Mit mir wird es keine Ausverkauf geben
Amtsblatt 429, 15. April 2004
„Mit mir wird es keinen Ausverkauf städtischer Wohnungen geben“ ……..
......schrieb der Grüne OB-Kandidat Dieter Salomon am 9.4.2002 an
die Mieterbeiratsvorsitzende der FSB. Und weiter: „Ich bin mir des
sozialen Auftrages der Stadtbau sehr bewusst und verspreche Ihnen und
den Mieterinnen und Mietern, diesen Auftrag zu erfüllen.
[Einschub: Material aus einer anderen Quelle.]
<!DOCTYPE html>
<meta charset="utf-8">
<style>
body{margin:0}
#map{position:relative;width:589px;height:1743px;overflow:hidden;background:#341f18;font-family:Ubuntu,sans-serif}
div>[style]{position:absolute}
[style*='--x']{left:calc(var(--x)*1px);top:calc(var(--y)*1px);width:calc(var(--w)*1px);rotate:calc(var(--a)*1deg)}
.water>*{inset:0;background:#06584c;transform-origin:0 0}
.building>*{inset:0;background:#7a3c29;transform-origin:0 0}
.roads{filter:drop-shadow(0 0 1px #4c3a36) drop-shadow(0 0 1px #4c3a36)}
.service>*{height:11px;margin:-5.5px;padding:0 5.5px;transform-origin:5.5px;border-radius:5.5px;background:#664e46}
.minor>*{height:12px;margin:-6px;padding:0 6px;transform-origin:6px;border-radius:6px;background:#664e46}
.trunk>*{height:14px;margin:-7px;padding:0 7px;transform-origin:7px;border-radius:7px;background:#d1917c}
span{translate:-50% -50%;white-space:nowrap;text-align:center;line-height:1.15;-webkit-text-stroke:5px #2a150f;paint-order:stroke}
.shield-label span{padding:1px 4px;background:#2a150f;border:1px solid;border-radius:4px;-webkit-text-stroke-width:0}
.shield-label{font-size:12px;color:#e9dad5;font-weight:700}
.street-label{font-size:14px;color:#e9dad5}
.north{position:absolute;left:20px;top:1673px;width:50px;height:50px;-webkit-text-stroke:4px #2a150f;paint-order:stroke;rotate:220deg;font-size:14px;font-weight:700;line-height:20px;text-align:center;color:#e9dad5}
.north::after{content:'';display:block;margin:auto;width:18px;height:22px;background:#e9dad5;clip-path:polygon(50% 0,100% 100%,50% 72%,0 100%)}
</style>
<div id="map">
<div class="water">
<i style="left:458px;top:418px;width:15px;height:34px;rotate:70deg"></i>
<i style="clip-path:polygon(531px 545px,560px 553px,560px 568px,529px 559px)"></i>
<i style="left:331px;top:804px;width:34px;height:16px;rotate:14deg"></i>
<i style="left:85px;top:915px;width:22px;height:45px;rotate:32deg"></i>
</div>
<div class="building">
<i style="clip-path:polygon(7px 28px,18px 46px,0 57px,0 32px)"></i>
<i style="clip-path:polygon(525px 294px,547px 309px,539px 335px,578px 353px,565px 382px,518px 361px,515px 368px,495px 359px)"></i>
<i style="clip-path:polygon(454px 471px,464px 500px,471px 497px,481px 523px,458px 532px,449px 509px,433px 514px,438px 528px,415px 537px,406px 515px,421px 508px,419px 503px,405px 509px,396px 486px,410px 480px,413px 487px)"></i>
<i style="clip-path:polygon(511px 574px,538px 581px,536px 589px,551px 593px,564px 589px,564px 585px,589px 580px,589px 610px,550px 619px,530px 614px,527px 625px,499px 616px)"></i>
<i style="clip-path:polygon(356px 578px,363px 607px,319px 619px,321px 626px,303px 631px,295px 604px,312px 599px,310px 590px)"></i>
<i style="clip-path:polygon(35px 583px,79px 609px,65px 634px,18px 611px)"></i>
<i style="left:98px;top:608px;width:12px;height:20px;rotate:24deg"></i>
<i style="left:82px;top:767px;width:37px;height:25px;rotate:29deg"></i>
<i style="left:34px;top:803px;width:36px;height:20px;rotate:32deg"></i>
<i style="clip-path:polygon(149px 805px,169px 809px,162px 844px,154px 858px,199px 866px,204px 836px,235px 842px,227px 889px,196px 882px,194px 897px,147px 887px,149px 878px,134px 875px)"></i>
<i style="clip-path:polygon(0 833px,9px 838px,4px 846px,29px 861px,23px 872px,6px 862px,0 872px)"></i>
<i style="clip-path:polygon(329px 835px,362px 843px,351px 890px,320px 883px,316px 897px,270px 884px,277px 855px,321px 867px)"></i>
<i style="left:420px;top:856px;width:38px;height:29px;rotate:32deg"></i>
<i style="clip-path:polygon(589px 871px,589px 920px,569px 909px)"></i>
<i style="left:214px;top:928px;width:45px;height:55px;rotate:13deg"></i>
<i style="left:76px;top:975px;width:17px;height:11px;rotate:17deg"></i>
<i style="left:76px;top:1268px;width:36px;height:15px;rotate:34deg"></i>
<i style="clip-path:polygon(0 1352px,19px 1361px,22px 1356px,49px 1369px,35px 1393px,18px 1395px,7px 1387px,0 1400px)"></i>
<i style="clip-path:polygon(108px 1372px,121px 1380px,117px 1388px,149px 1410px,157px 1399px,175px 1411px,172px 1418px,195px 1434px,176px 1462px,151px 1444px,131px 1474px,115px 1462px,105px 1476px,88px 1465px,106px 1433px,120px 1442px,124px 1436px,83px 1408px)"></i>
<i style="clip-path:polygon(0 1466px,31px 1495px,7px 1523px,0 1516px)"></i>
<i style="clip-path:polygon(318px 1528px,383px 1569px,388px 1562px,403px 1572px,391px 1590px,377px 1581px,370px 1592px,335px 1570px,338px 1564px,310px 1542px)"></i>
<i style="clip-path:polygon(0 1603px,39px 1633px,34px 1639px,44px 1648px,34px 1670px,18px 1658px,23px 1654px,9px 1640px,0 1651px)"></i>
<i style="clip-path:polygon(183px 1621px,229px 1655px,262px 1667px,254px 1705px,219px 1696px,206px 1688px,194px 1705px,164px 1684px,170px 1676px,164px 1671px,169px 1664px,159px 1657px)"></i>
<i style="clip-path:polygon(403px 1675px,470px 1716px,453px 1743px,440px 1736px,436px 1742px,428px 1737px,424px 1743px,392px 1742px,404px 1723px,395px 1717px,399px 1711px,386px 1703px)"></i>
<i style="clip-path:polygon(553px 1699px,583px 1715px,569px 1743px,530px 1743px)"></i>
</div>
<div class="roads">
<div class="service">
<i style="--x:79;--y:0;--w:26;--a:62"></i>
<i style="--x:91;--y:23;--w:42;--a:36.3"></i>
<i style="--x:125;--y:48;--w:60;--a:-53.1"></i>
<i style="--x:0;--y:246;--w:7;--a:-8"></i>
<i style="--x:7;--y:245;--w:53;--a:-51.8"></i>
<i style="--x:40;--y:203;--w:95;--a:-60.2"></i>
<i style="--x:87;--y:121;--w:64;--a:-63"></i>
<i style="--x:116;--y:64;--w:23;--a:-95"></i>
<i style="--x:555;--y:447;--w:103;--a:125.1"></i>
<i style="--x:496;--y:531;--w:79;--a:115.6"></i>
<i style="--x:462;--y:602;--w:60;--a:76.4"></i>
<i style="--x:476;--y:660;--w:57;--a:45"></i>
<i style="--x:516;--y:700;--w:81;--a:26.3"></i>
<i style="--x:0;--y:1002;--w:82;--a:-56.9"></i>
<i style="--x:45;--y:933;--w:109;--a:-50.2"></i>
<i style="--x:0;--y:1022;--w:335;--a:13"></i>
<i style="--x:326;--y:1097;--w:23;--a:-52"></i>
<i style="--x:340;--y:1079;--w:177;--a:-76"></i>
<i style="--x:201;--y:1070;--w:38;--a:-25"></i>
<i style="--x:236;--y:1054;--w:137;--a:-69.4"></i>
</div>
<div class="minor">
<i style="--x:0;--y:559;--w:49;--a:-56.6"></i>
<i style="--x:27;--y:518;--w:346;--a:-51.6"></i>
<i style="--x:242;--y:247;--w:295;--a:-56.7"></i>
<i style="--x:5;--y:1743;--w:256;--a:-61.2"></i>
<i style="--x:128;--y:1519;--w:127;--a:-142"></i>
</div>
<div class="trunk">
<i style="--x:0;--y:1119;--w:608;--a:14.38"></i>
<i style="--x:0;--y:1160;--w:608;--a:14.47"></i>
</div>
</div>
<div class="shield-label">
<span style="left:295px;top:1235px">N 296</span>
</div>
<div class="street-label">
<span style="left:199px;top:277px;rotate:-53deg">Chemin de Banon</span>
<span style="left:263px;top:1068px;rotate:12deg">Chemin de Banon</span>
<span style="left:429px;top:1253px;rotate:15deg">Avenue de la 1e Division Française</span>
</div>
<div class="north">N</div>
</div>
Zum einen geht
es um den Erhalt preiswerten Wohnraumes für Menschen mit niedrigerem
Einkommen in der Stadt, zum anderen darum, dass die Stadt als
Eigentümerin dieser Gesellschaft mit mehr als 9.000 Wohnungen ihren
Einfluss auf das Niveau der Mieten in der Stadt insgesamt behält und
auch ausübt…Bei allen zukünftigen Entwicklungen werde ich mich von
folgenden Prinzipien leiten lassen: Keine Sanierung des städtischen
Haushaltes über den Verkauf von Wohnungen; wenn überhaupt, dann
vorrangig Verkauf an MieterInnen (hier denke......); keine
Überraschungs-Entscheidungen hinter verschlossenen Türen, sondern
rechtzeitige Rückkopplung solcher Entscheidungen mit dem Mieterbeirat
und den betroffenen Mietern und zwar von Anfang an. Ich fühle mich dem
sozialen Auftrag der Stadt Freiburg, gerade auch was den Erhalt
preiswerten Wohnraums angeht, ernstlich verpflichtet…“ bla, bla, bla,
wenn nicht gar Wahlbetrug, wie sich nun zeigt.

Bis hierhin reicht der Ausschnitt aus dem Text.